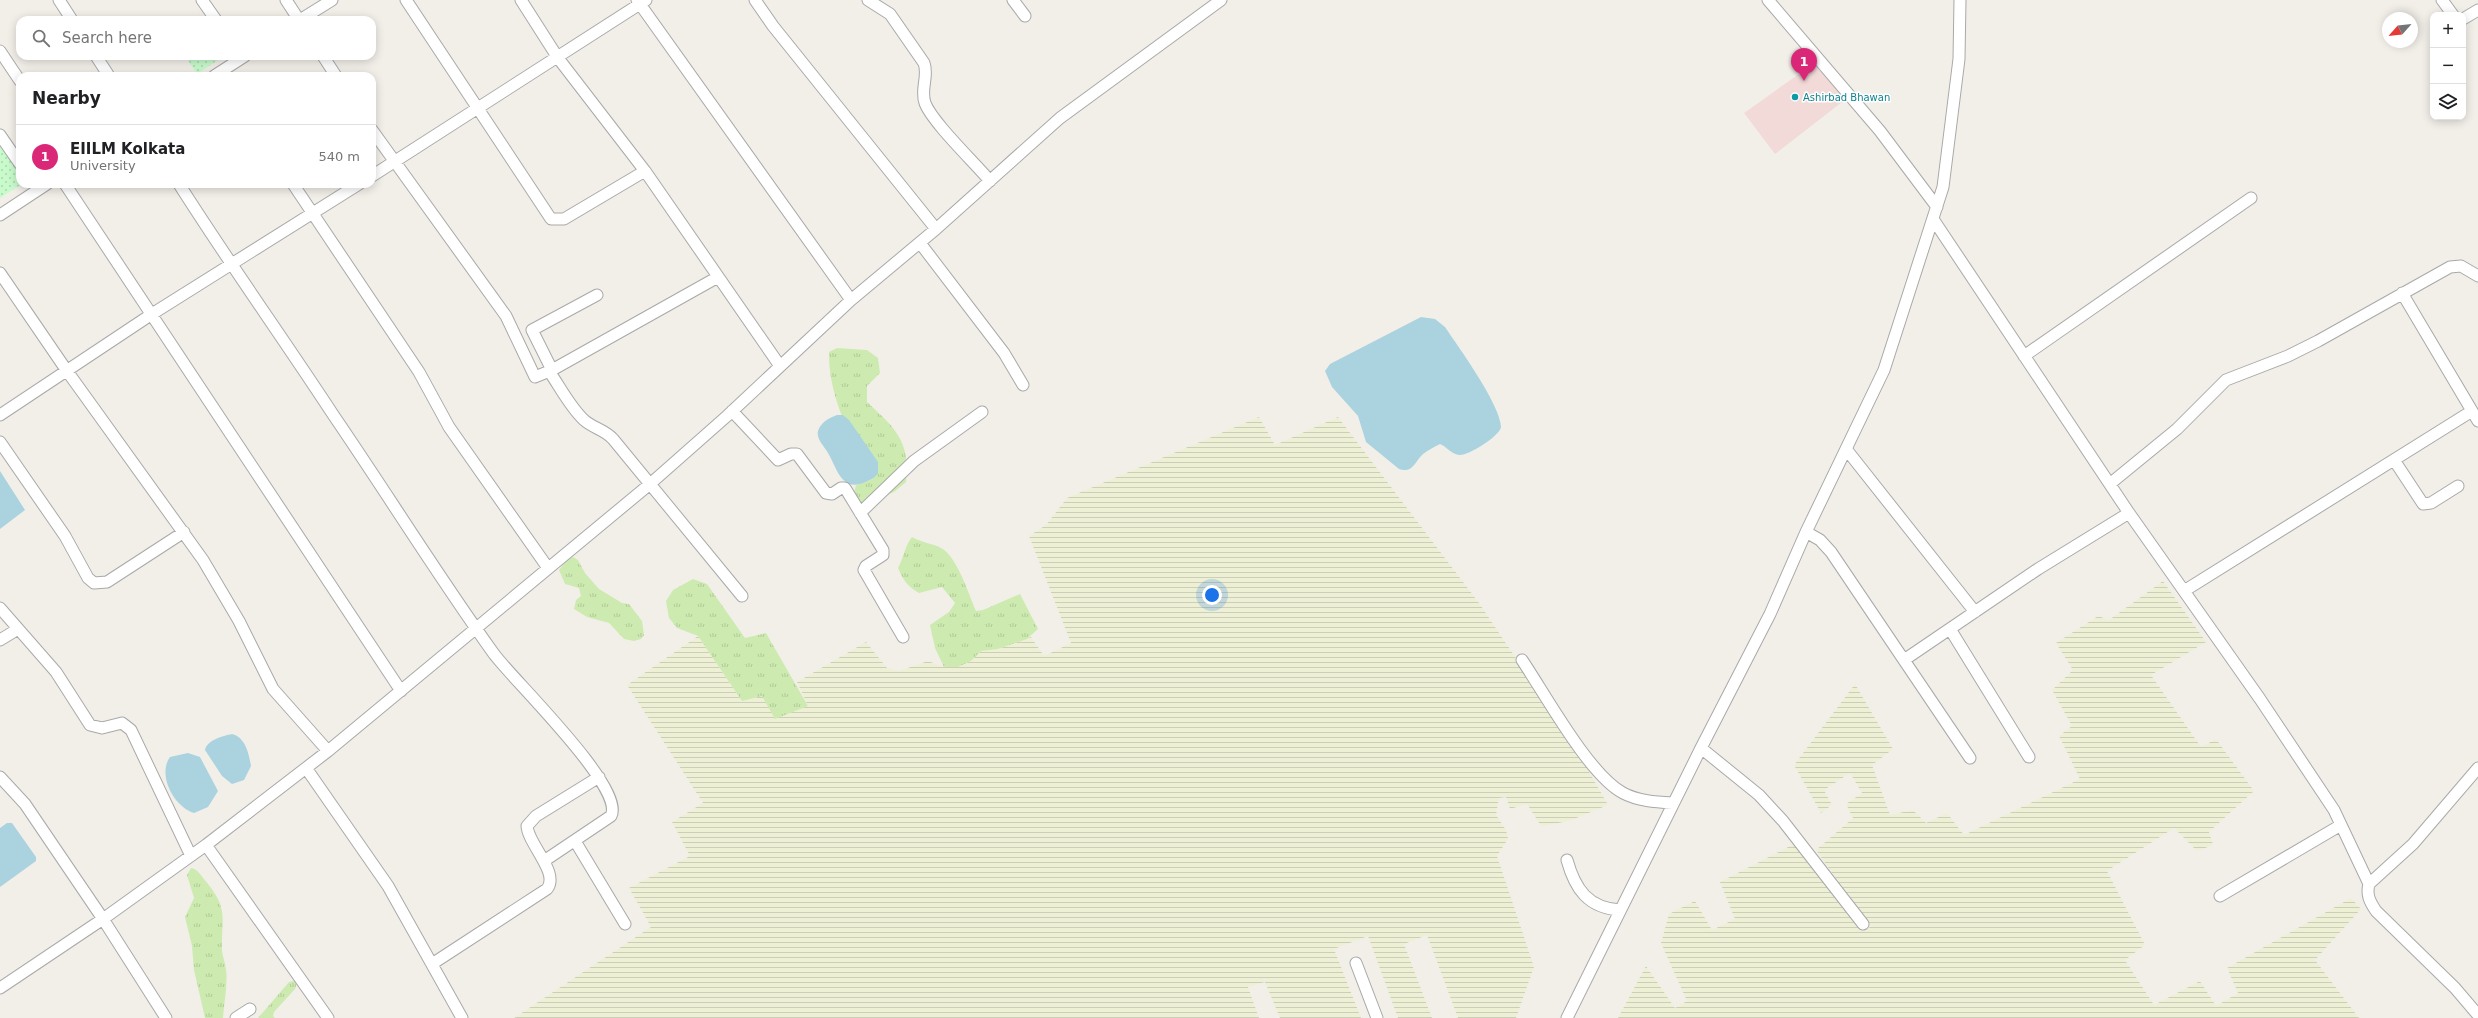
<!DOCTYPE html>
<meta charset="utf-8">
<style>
:root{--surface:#fff;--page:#f6f6f6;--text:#202124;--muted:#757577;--line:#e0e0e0;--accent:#db2777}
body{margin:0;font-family:"DejaVu Sans",sans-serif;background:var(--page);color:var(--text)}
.controls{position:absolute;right:12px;top:12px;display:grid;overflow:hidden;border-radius:8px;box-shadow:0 2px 10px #0003}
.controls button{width:36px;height:36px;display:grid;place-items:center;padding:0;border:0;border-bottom:1px solid var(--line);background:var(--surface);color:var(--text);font:20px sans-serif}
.compass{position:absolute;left:2382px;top:12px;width:36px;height:36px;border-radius:50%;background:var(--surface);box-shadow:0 2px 10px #0003;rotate:243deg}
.you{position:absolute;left:1212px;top:595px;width:14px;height:14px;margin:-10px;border:3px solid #fff;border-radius:50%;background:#1a73e8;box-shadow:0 0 0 6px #1a73e833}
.badge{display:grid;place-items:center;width:26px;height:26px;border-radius:50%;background:var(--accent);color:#fff;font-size:13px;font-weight:700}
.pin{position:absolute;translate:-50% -33px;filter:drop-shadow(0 1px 2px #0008)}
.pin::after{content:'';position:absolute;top:21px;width:14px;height:12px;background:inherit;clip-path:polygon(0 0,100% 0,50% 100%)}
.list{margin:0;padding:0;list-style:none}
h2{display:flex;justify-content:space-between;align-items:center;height:52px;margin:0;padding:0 16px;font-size:17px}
h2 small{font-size:13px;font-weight:400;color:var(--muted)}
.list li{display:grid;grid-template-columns:26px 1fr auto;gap:12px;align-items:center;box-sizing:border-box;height:64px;padding:0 16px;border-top:1px solid var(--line)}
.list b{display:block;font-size:15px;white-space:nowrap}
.list p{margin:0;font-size:13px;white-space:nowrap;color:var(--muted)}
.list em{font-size:13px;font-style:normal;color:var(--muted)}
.icon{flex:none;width:22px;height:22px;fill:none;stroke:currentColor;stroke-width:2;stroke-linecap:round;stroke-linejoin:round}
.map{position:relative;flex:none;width:2478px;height:1018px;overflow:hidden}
.search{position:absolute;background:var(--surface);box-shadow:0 2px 10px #0003;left:16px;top:16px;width:360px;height:44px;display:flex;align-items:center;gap:10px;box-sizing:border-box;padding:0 14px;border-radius:12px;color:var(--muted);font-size:15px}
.panel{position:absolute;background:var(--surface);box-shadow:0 2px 10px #0003;left:16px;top:72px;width:360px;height:116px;border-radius:12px}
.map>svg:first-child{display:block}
.commercial{fill:#f2dad9}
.farmland{fill:url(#farmland-rules)}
.grass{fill:url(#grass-tufts)}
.park{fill:url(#park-dots)}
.water{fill:#aad3df}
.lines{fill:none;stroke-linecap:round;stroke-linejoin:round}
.minor-casing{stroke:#a9a9a9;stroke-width:13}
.minor{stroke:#fff;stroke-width:11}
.culture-dot{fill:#0f9aa8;stroke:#fff;stroke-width:1.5}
.labels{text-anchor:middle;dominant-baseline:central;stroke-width:3;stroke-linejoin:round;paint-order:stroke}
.culture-label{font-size:10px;fill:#0d838f;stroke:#fff;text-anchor:start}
</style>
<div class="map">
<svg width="2478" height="1018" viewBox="0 0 2478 1018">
<defs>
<pattern id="farmland-rules" width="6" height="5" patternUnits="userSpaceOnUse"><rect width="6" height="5" fill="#eef0d5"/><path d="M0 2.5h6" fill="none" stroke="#ccceb7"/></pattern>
<pattern id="grass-tufts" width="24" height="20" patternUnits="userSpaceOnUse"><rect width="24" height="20" fill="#cdebb0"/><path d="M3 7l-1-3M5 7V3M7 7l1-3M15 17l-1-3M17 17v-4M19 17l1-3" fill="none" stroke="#b0c997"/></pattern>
<pattern id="park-dots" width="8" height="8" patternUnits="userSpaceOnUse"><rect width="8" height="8" fill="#c8facc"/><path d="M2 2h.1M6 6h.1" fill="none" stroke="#acd6af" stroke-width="1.8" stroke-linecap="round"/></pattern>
</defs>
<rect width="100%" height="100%" fill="#f2efe9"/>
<path class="commercial" d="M 1813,64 L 1846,99 L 1775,154 L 1744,113 Z"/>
<path class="farmland" d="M 1259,417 L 1275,445 L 1338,417 L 1479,603 L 1572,742 L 1608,805 L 1569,821 L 1541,826 L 1527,804 L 1510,809 L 1506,797 L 1499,798 L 1496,815 L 1506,830 L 1508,839 L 1497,856 L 1534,967 L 1516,1018 L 1458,1018 L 1427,935 L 1404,944 L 1432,1018 L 1398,1018 L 1368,936 L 1334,949 L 1361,1018 L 1280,1018 L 1265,982 L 1248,987 L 1259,1018 L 514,1018 L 651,927 L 629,888 L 690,856 L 672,822 L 703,803 L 627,685 L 698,636 L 742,701 L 762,696 L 808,706 L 797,682 L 866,642 L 887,668 L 899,671 L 928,661 L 944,667 L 971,661 L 981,651 L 998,649 L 1031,637 L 1044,656 L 1071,643 L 1029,536 L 1046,525 L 1067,498 Z
M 2163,581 L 2206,642 L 2151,675 L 2201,747 L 2216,739 L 2254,791 L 2209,832 L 2213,845 L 2197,851 L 2174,828 L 2107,871 L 2145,945 L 2125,960 L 2154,1005 L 2200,981 L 2216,1006 L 2238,993 L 2227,968 L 2351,898 L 2361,909 L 2315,960 L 2359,1018 L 1618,1018 L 1646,966 L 1675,1008 L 1687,1001 L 1661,943 L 1669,914 L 1695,901 L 1712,930 L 1735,919 L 1720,882 L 1796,843 L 1862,931 L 1870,927 L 1816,850 L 1853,818 L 1846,804 L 1862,793 L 1850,773 L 1824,790 L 1832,805 L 1821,813 L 1794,765 L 1855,684 L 1893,749 L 1872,765 L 1890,815 L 1913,810 L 1926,823 L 1947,813 L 1964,835 L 2080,779 L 2059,736 L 2072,726 L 2052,690 L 2073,670 L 2056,643 L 2098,616 L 2109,620 Z"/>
<path class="grass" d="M 837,348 L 867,350 L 878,358 L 880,373 L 867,386 L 867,402 C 894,427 911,441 906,482 L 894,492 L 862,506 L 854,493 L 856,485 L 873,479 C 852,441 828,397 829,352 Z
M 912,537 C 922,543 932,543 941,548 C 957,556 969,595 976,611 L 983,610 L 1020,594 L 1038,629 L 1027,639 L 998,649 L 981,651 L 971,661 L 958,667 L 944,667 L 935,648 L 930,625 L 949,612 L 955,603 L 942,587 L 919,593 C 908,587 903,580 898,568 C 904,557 905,545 912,537 Z
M 573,557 L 578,560 L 585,573 L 599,589 L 622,603 L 629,604 L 642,621 L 644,635 L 641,639 L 634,641 L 624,639 L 609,623 L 587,617 L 574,609 L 576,600 L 581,596 L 579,588 L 565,584 L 559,570 L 566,561 Z
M 693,579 L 707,584 L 745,638 L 766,633 L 808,706 L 775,719 L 762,696 L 742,701 L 698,636 L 677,628 L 669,618 L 666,601 L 673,590 Z
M 191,868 C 197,869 200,874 204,879 C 230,910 221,916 222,951 C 223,957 225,963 226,969 C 228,985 224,1002 223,1018 L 205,1018 L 194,970 L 192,946 L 185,917 L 194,898 L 187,875 Z
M 298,980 L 295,989 L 274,1012 L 273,1016 L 275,1018 L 258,1018 L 289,982 Z"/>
<path class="park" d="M 185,56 L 224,56 L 197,74 Z
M 0,142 L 20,171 L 22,184 L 0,198 Z"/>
<path class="water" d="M 1421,317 L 1435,319 L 1445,327 C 1459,348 1500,404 1501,427 C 1500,436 1468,456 1459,455 C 1451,454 1447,447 1440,444 C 1434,447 1428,450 1423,454 C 1415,461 1413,474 1399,469 L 1366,442 L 1358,416 L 1332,387 L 1325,371 L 1330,364 Z
M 837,415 L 843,415 L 849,420 L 878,462 L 878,473 C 874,479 870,480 863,483 C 841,491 837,468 828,453 C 824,446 816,439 818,431 C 821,422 829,418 837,415 Z
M 0,471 L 25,510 L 0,529 Z
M 232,734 C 245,737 249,753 251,766 L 244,780 L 232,784 L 222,776 L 205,750 C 207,740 223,736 232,734 Z
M 188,753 L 200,757 L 218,791 L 208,807 L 194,813 C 174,807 157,775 170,757 Z
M 7,823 L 12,823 L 36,857 L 36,861 L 0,887 L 0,828 Z"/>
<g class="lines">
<defs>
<path id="minor" d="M 59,0 L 72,20
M 202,0 L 216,20
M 286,0 L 299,20
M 406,0 L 551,219 L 564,219 L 645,171
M 521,0 L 558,58 L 645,171 L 780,366
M 637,0 L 851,300
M 755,0 L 773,26 L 936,229
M 868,0 L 890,14 L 924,63 C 929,76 920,89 925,103 C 932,122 975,163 990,181
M 1013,0 L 1025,16
M 1768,0 L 1880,131 L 1937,207
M 2442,0 L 2453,15
M 2463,19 L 2478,10
M 300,20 L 332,0
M 0,51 L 20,81
M 96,56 L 109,76
M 323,56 L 336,76
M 214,76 L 245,56
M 372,130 L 506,316 L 535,377 L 552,370 L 718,277
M 0,135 L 20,164
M 372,176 L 646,0
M 65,184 L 401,691
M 179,184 C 229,263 283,338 334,416 C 388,495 438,576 494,654 C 514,681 626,788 611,816 L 544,861
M 293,184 L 419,372 L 449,427 L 548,568
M 0,215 L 47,184
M 1933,219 L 2129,513 L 2260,699 L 2334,810 L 2369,884
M 920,243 L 1004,353 L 1023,385
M 0,273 L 67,371 L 203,560 L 239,621 L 273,689 L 328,751
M 2402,293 L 2478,421
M 2024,356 L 2251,198
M 552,370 L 532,330 L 597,295
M 549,371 C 560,387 570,407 584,420 C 593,428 605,430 613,439 L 742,596
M 732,411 L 778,460 L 791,454 L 797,454 L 826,493 L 832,494 L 841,488 L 845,488 L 883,550 L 883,555 L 866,566 L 864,570 L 903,637
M 0,415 L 152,314 L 359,184
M 0,442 L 65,536 L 88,578 L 94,583 L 107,582 L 184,532
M 1846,449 L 1975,612
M 2394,460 L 2423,504 L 2431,503 L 2458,486
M 2111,483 L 2177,429 L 2226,380 L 2288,356 L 2318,341 L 2450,267 L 2461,266 L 2478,276
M 860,513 L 914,461 L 982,412
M 1806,532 L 1820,540 L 1831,552 L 1970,758
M 2184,591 L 2472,411
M 0,608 L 56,672 L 90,725 L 102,728 L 122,723 L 131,730 L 191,856
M 1950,629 L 2029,757
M 0,640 L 18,629
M 1522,660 C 1545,694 1589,775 1623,793 C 1638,801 1656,802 1673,803
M 1904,660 L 2038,569 L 2129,513
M 1701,748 L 1759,795 L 1783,821 L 1863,924
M 306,768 L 388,886 L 462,1018
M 2478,768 L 2413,844 L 2369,884 C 2366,895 2370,902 2376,911 L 2455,988 L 2478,1015
M 0,777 L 25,804 L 103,919 L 166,1018
M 575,841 L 625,924
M 206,845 L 328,1018
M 1567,860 C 1575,889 1588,908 1620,910
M 2220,896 L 2341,825
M 1356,963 L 1377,1018
M 432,964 L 547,889 C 560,873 528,844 527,826 L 536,816 L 599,777
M 0,988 L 103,919 L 206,845 L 328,751 L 650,484 L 727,416 L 851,300 L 936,229 L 1060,118 L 1221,0
M 236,1018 L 250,1009
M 1567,1018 L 1701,748 L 1770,614 L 1806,532 L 1884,370 L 1943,187 L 1959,59 L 1960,0"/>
</defs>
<use href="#minor" class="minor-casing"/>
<use href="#minor" class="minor"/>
</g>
<circle class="culture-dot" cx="1795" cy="97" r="4"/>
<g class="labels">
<g class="culture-label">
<text x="1803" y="97">Ashirbad Bhawan</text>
</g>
</g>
</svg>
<div class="controls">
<button>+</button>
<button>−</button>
<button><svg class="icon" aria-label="layers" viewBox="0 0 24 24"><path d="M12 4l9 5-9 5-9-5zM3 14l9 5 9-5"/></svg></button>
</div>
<svg class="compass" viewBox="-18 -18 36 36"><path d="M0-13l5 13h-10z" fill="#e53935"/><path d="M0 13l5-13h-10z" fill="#757577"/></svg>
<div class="you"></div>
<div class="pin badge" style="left:1804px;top:81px">1</div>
<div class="search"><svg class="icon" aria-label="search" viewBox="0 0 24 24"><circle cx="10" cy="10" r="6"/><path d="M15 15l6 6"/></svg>Search here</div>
<section class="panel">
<h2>Nearby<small></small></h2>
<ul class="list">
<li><span class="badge">1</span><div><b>EIILM Kolkata</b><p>University</p></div><em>540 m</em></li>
</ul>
</section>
</div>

------------------------------------------------------------

### Your instructions
Using the entries above, return each line in which the word "place" occurs.

### Output of the exercise
.controls button{width:36px;height:36px;display:grid;place-items:center;padding:0;border:0;border-bottom:1px solid var(--line);background:var(--surface);color:var(--text);font:20px sans-serif}
.badge{display:grid;place-items:center;width:26px;height:26px;border-radius:50%;background:var(--accent);color:#fff;font-size:13px;font-weight:700}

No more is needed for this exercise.